Two other Suffolk Highway Patrol units joined the approximately 3 1/2 mile pursuit, which at one point had Shear driving 5 or 10 mph. The pursuit ended when the three police cars boxed Shear’s vehicle in and it stopped on North Ocean Avenue, just south of Long Island Avenue in Medford, police said.
Shear faces charges of drunken driving, with a prior conviction within 10 years; first-degree aggravated unlicensed operation of a motor vehicle; second-degree reckless endangerment; and third-degree fleeing an officer in a motor vehicle. It’s unclear when Shear, who police said refused a blood-alcohol test, will be arraigned.
His attorney, Steven Politi, said his client was scheduled for surgery Monday to have the bullet removed from his shoulder. Politi said Shear was convicted of DWI in 2007, but otherwise “hasn’t been arrested in about 10 years and he’s never been arrested for any violent behavior.”
Sunday, Suffolk police released a five-sentence statement on the shooting, saying Shear “did not comply with officer’s commands and resisted arrest.”
Police would not say whether Shear allegedly resisted arrest in the moments before the officer shot him or whether Shear was armed.
He was not charged with weapons possession as of Monday.
The police department declined Monday to give a full account of the traffic stop, pursuit and shooting, citing the ongoing investigation.
Politi said the department has an obligation to release more details.
“The public has the right to know why one of its police officers shot an unarmed citizen,” Politi said.
Suffolk Police Commissioner Timothy Sini, in an interview, said it would be “unbelievably irresponsible” to say at this point whether be believes the shooting was justified.
“I don’t think the public is well served to have a narrative jammed down their throats,” Sini said. “That is exactly what I’m not going to do. There is a tremendous amount of pressure to come out right away with facts. I’m not doing that. I’m not doing it.”
Investigators Monday were still searching for video of the shooting and interviewing witnesses, Sini said, stressing that he’d provide additional information once the internal probe was completed.
“As a police commissioner it would be unethical for me to comment further regarding this incident,” Sini said. “We will do a thorough investigation and we’ll move it along as expeditiously as possible. We’re not going to take shortcuts, we’re not going to rush it. But we’re not going to sit on our hands obviously. . . . Once we have the full picture, the public is going to know. It’s that simple.”
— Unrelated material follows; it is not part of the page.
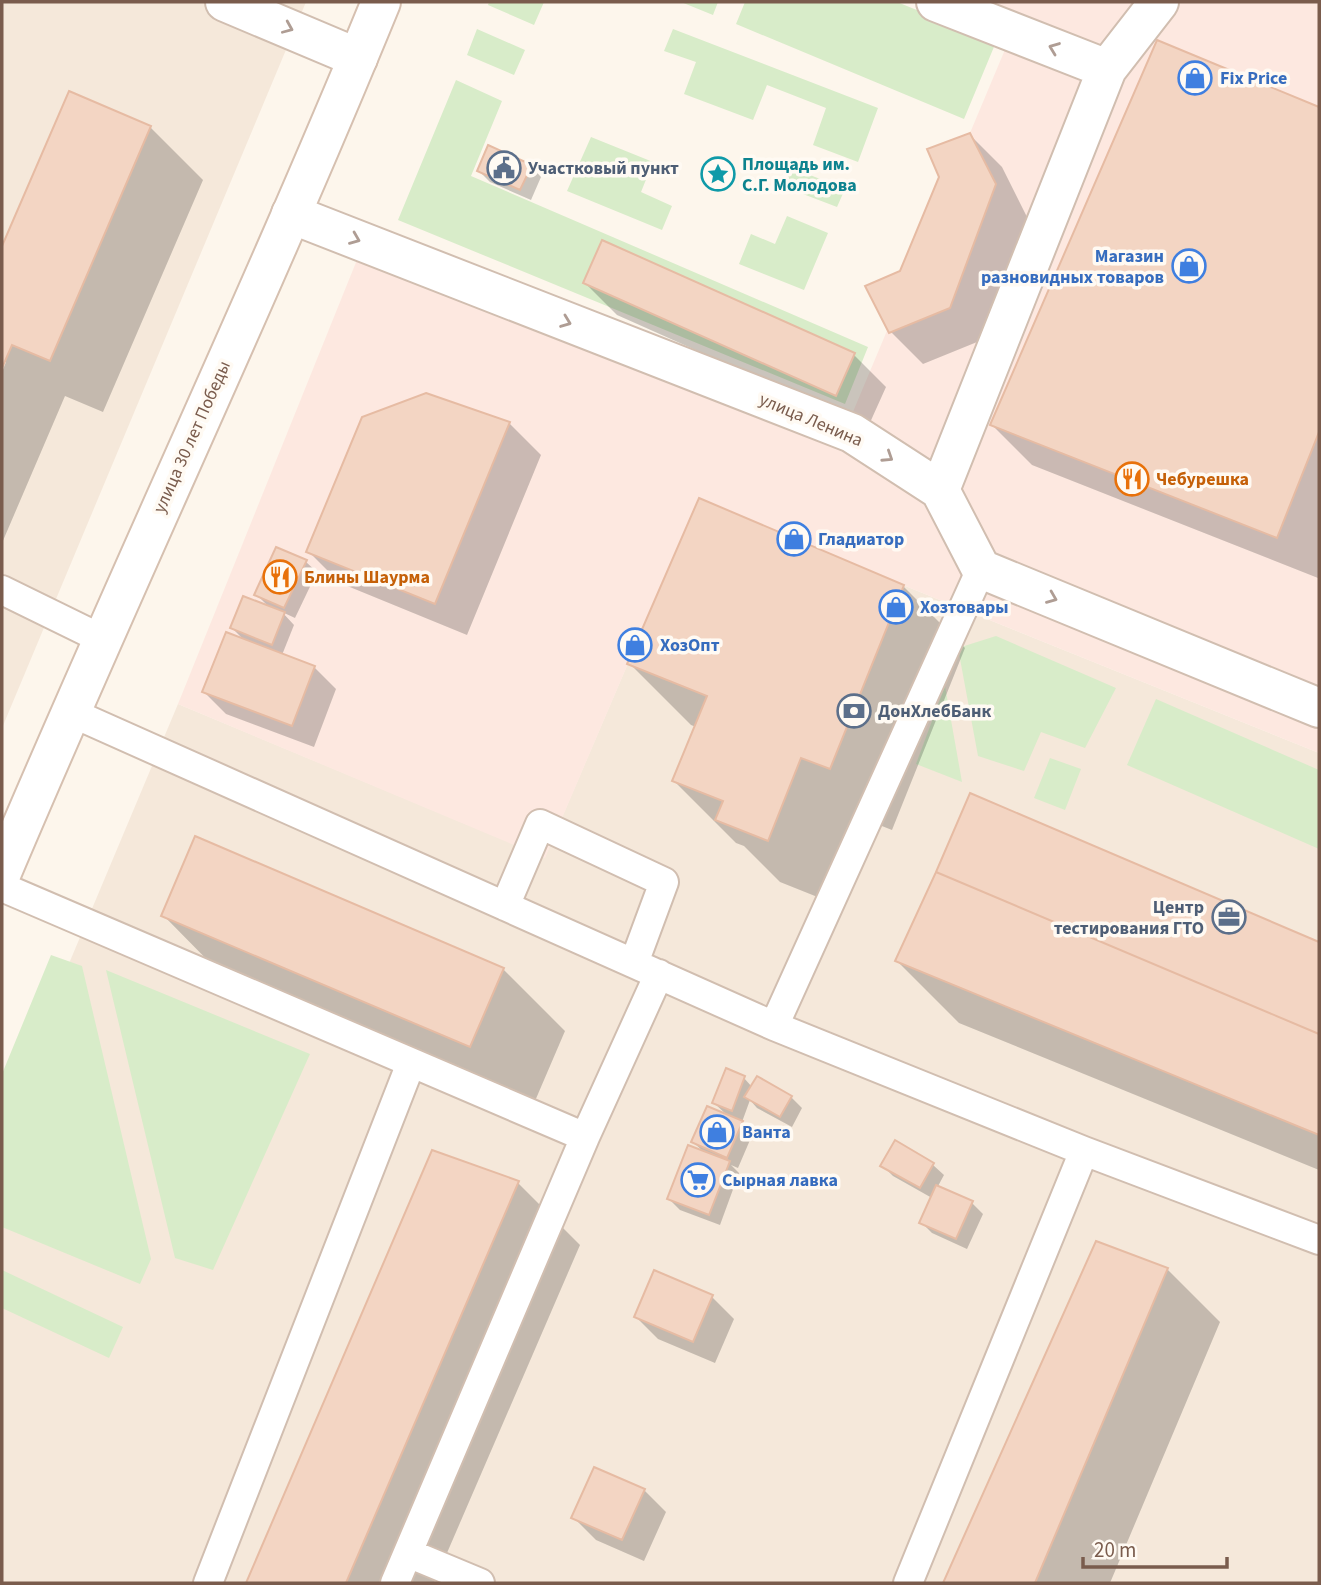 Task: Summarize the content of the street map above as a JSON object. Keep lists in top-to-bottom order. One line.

Politi described his client as a “peaceful guy” and questioned why police have so far failed to produce any evidence Shear had a weapon and why the officer couldn’t have used a stun gun to subdue Shear.
“I’m wondering what the need was to shoot him. If it’s a DWI stop, I’m not really sure where gunplay comes in,” said Politi, of Central Islip. “I didn’t hear anything about what he might have done that would warrant being shot. None of the facts released indicated that he had a weapon or grabbed for a weapon.”
The officer was treated and released Sunday for injuries to his right arm and shoulder and a hip, police said.
Noel DiGerolamo, president of the Suffolk Police Benevolent Association, said the officer is recovering.
“He’s very fortunate that given the circumstances encountered he does not have much more significant injuries,” DiGerolamo said. “There was an angel on his shoulder that evening.”